— INPUT FOR THIS TASK —

Content starts

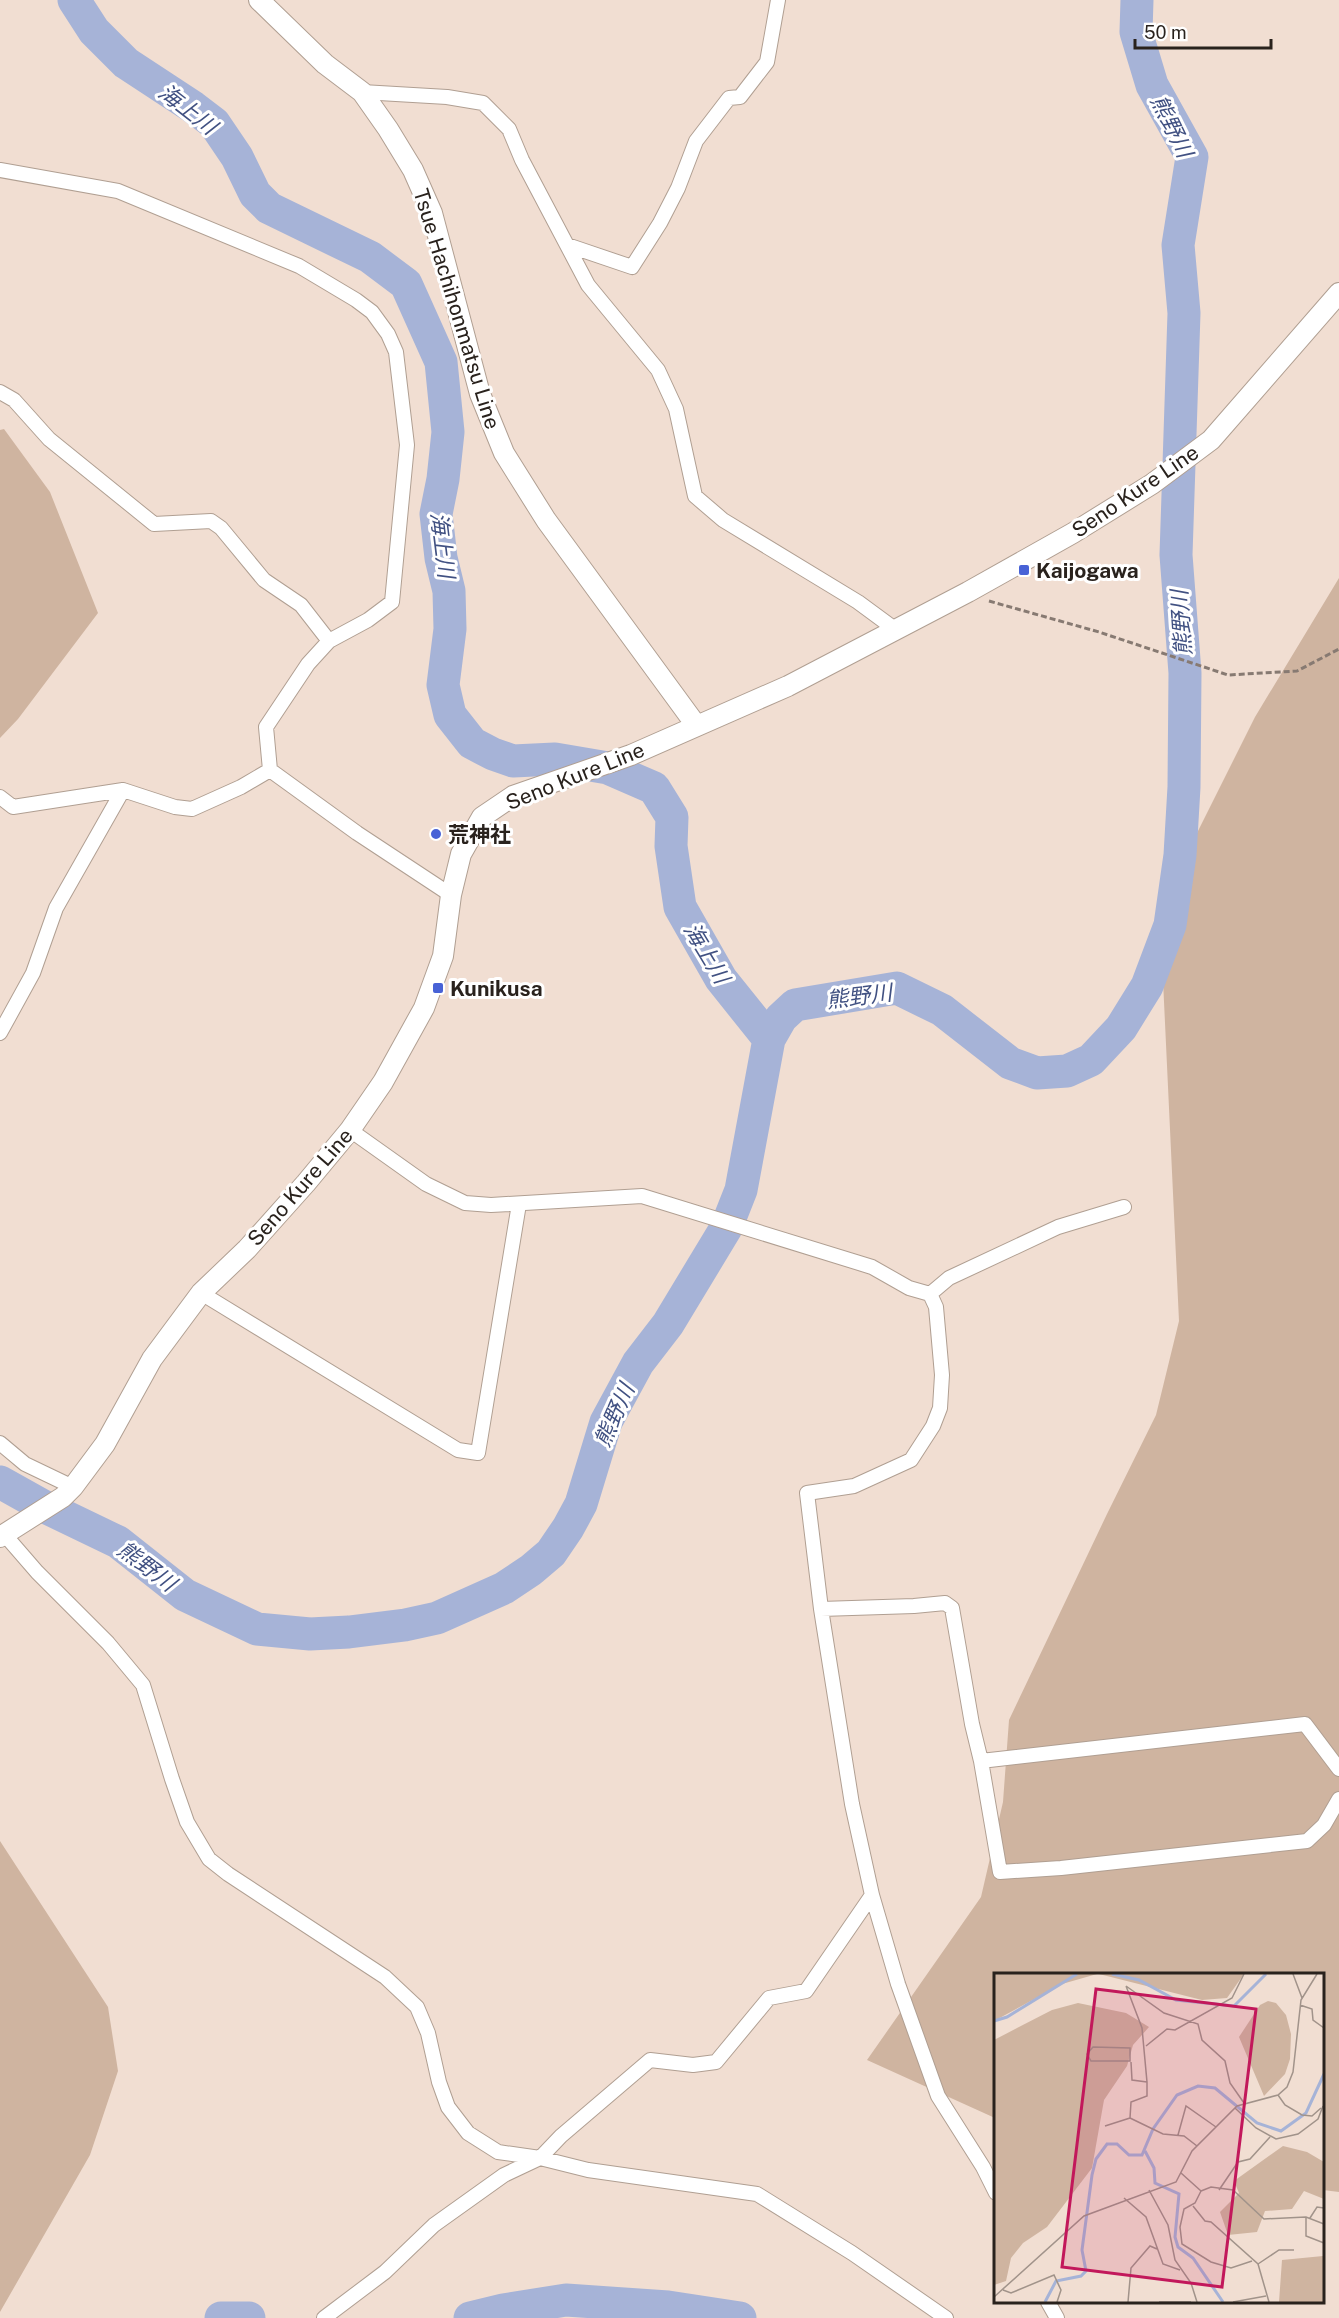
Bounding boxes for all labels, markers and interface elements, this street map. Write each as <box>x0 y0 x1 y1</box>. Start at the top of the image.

Content ends
Content starts

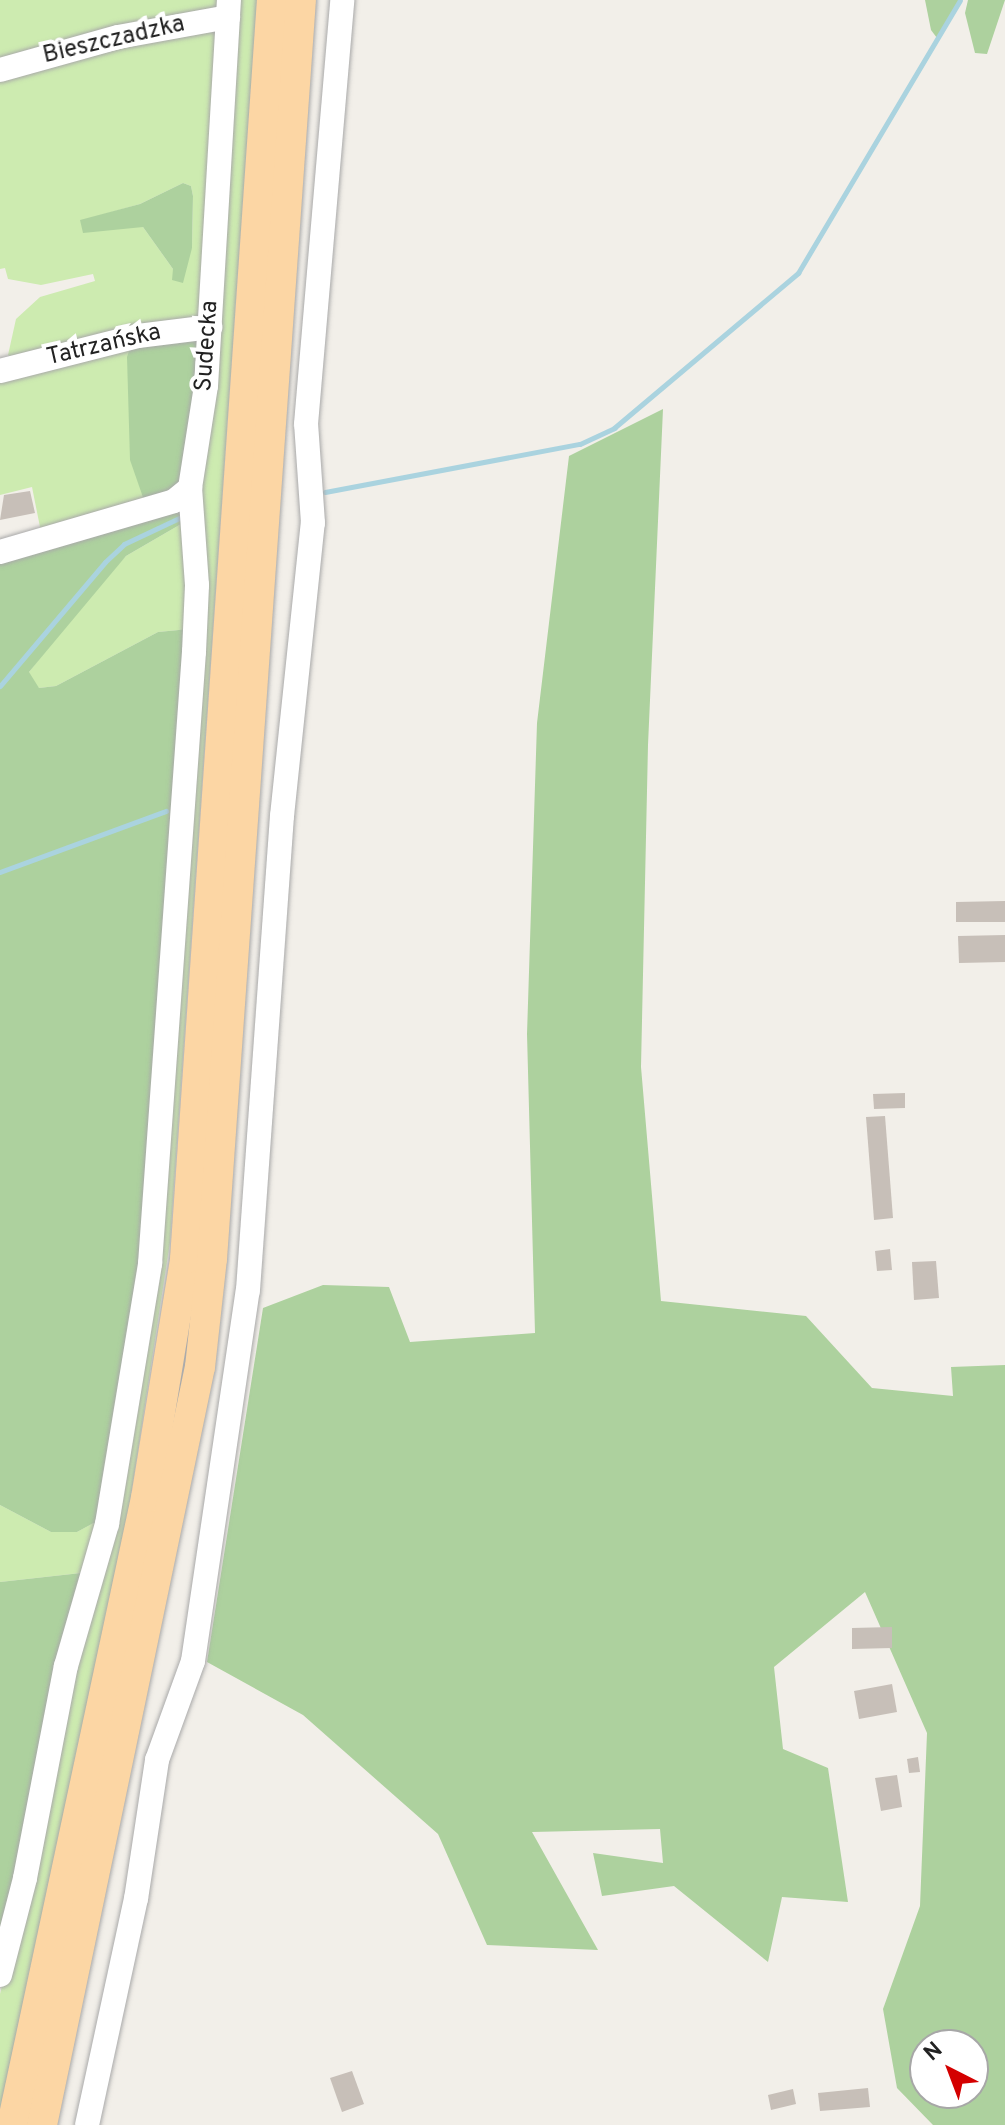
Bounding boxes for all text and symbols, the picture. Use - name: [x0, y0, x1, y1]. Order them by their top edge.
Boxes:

Content ends

— EXERCISE INSTRUCTIONS —
Select every line of the records holding the string "Bounding".

— RESPONSE BELOW —
Bounding boxes for all labels, markers and interface elements, this street map. Write each as <box>x0 y0 x1 y1</box>. Start at the top of the image.
Bounding boxes for all text and symbols, the picture. Use - name: [x0, y0, x1, y1]. Order them by their top edge.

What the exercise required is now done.